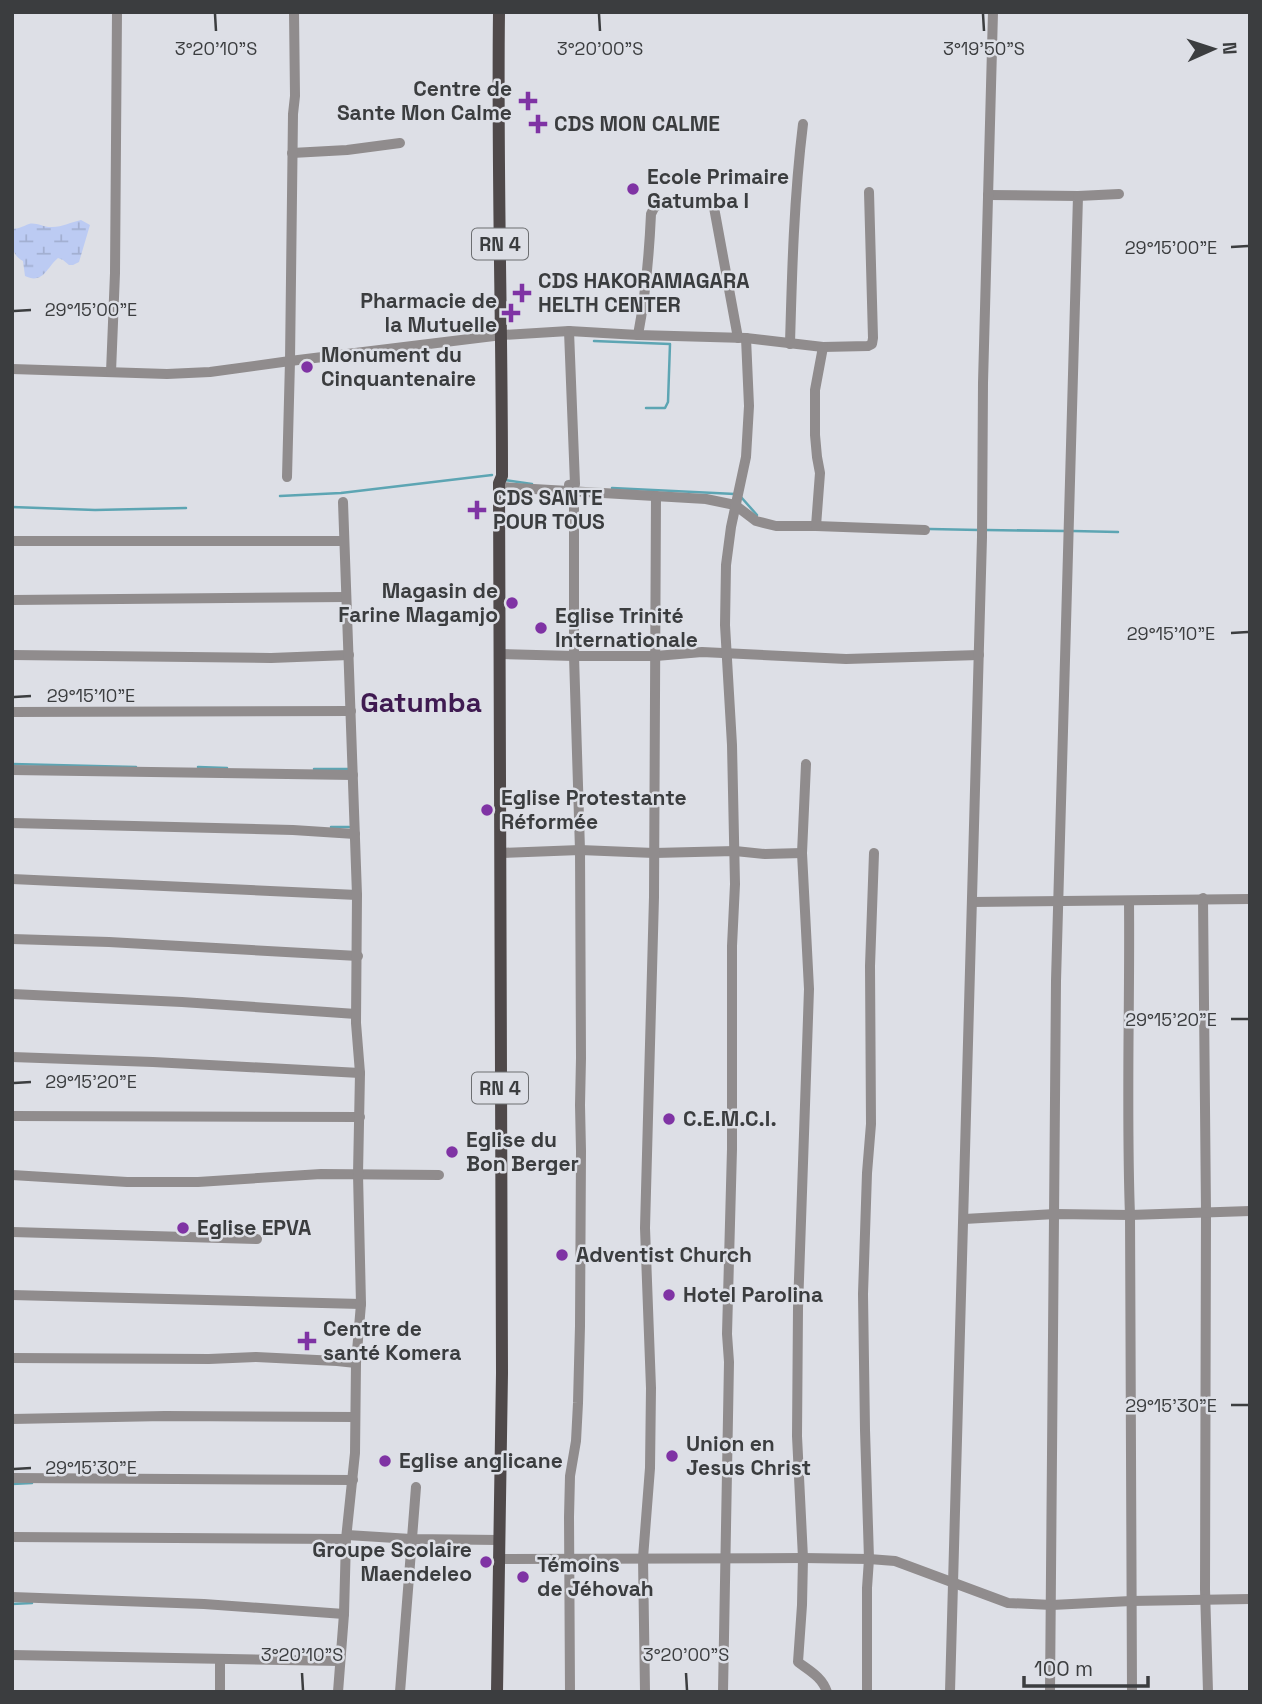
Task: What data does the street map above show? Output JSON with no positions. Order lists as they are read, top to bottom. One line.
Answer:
{"streets":{"main road":["RN 4"]},"districts":["Gatumba"],"places":{"health":["Centre de Sante Mon Calme","CDS MON CALME","CDS HAKORAMAGARA HELTH CENTER","Pharmacie de la Mutuelle","CDS SANTE POUR TOUS","Centre de santé Komera"],"other":["Ecole Primaire Gatumba I","Monument du Cinquantenaire","Magasin de Farine Magamjo","Eglise Trinité Internationale","Eglise Protestante Réformée","C.E.M.C.I.","Eglise du Bon Berger","Eglise EPVA","Adventist Church","Hotel Parolina","Union en Jesus Christ","Eglise anglicane","Groupe Scolaire Maendeleo","Témoins de Jéhovah"]},"scale_bar":"100 m","north":"right","coordinates":["3°20'10\"S","3°20'00\"S","3°19'50\"S","29°15'00\"E","29°15'10\"E","29°15'20\"E","29°15'30\"E"]}
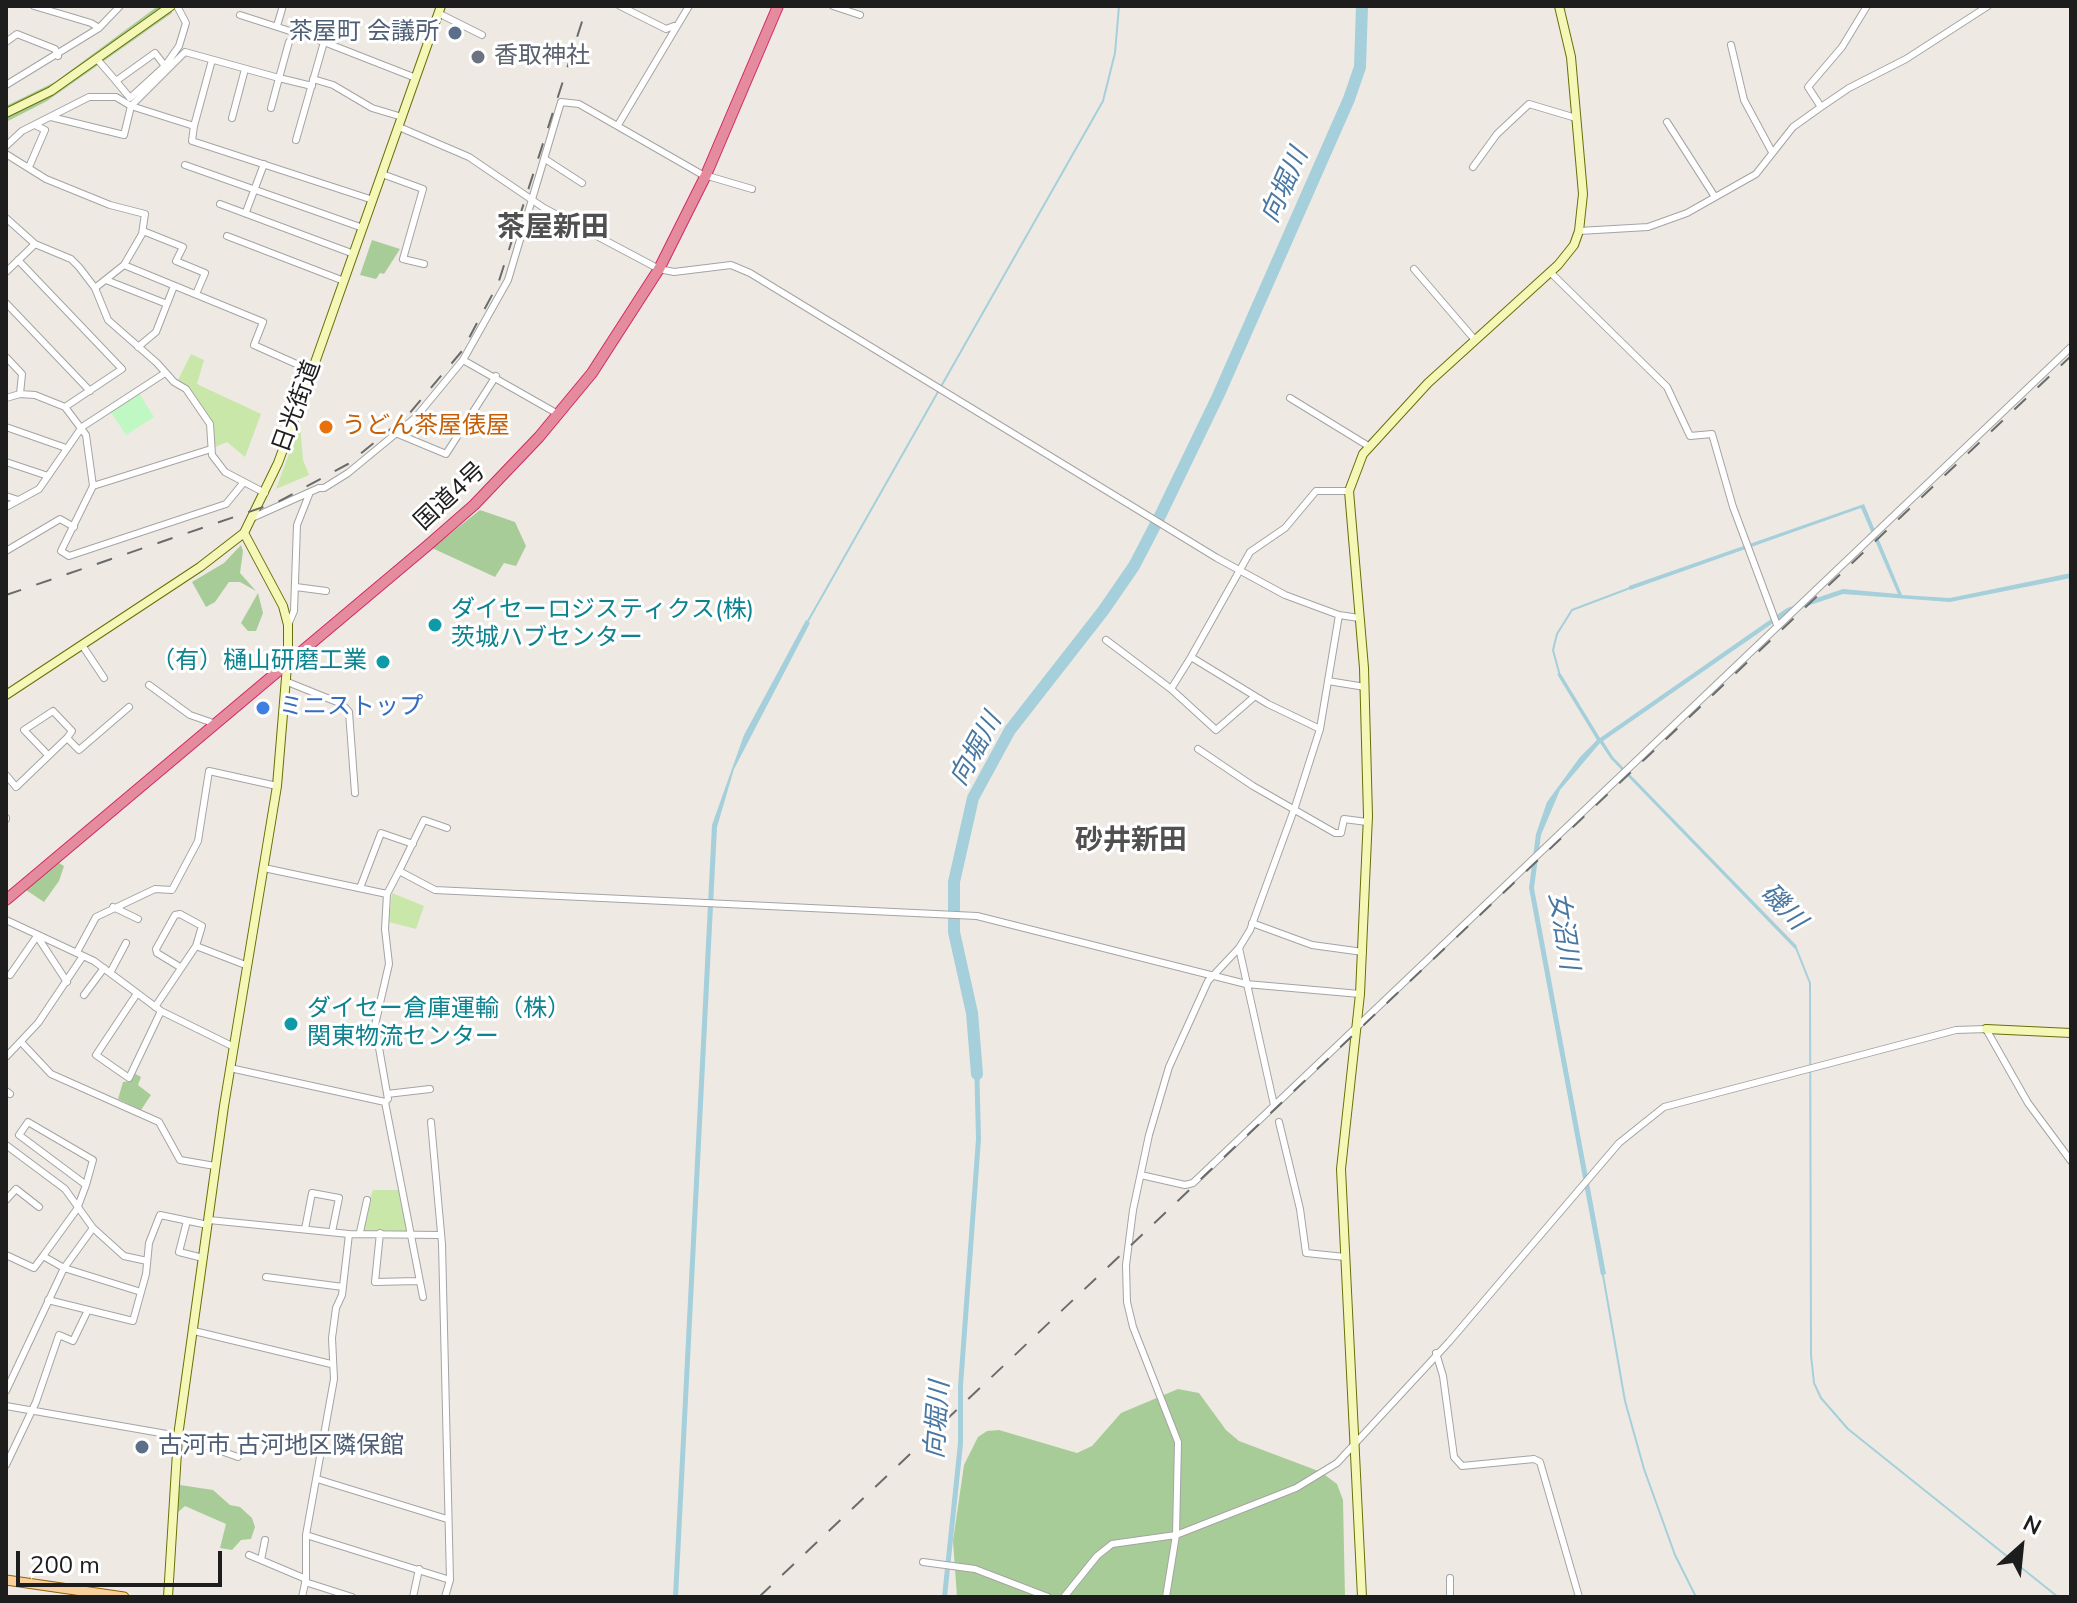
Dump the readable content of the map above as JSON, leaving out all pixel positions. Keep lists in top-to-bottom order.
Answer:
{
  "streets": {
    "highway": ["国道4号"],
    "street": ["日光街道"]
  },
  "districts": ["茶屋新田", "砂井新田"],
  "water": ["向堀川", "磯川", "女沼川"],
  "places": [
    "茶屋町 会議所",
    "香取神社",
    "うどん茶屋俵屋",
    "ダイセーロジスティクス(株) 茨城ハブセンター",
    "（有）樋山研磨工業",
    "ミニストップ",
    "ダイセー倉庫運輸（株） 関東物流センター",
    "古河市 古河地区隣保館"
  ],
  "scale_bar": "200 m",
  "north": "top right"
}
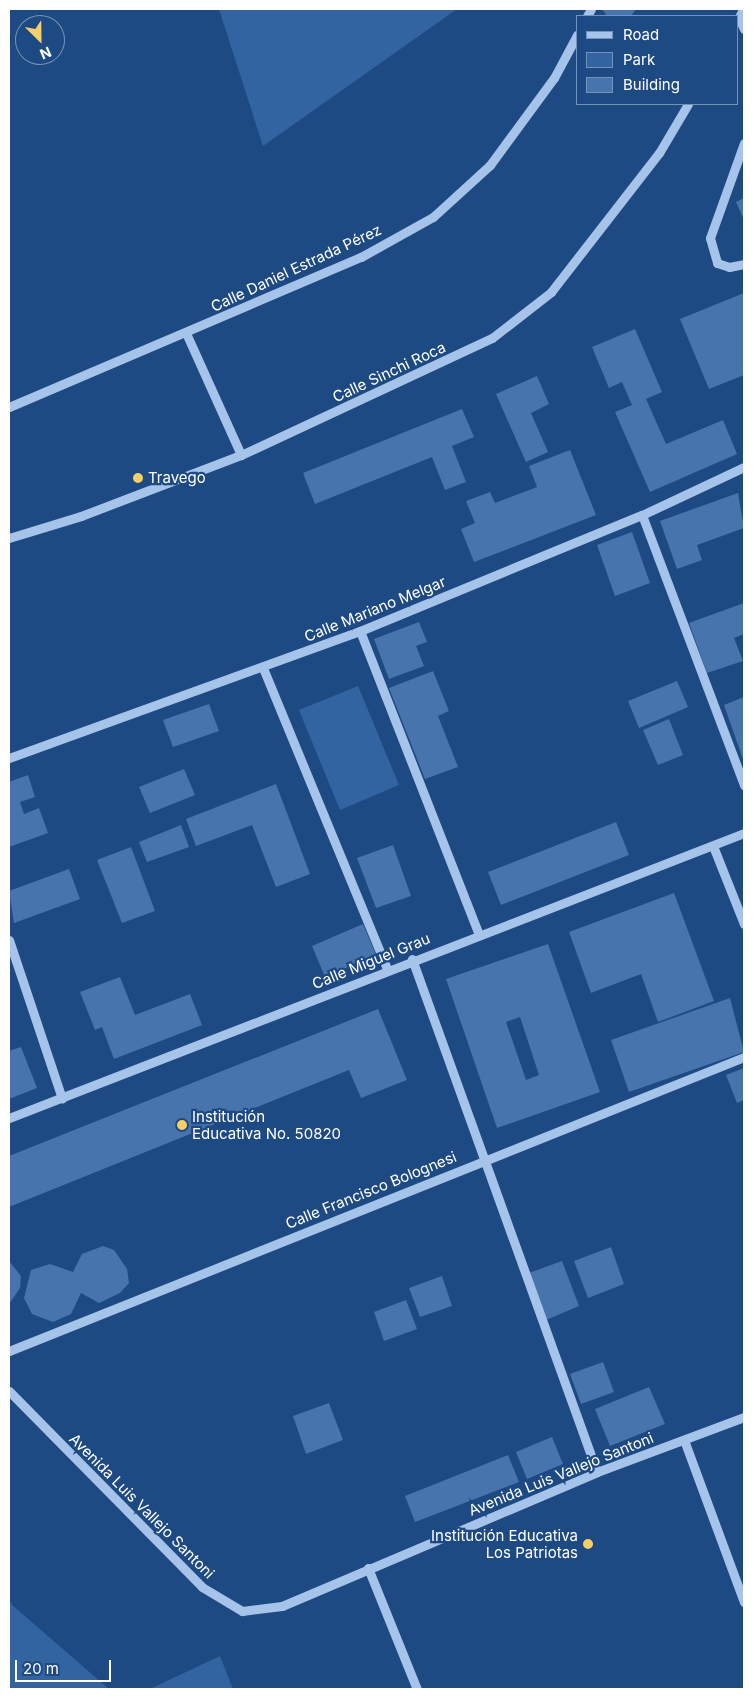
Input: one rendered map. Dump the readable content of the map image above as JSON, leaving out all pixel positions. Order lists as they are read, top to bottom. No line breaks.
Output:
{"streets":{"street":["Calle Daniel Estrada Pérez","Calle Sinchi Roca","Calle Mariano Melgar","Calle Miguel Grau","Calle Francisco Bolognesi","Avenida Luis Vallejo Santoni"]},"places":["Travego","Institución Educativa No. 50820","Institución Educativa Los Patriotas"],"legend":["Road","Park","Building"],"scale_bar":"20 m","north":"bottom right"}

▬▬▬▬▬▬▬▬▬▬

Exercise objective
Filter the entries above down to the lines containing the word "Dump".

Answer to the exercise
Dump the readable content of the map above as JSON, leaving out all pixel positions. Keep lists in top-to-bottom order.
Input: one rendered map. Dump the readable content of the map image above as JSON, leaving out all pixel positions. Order lists as they are read, top to bottom. No line breaks.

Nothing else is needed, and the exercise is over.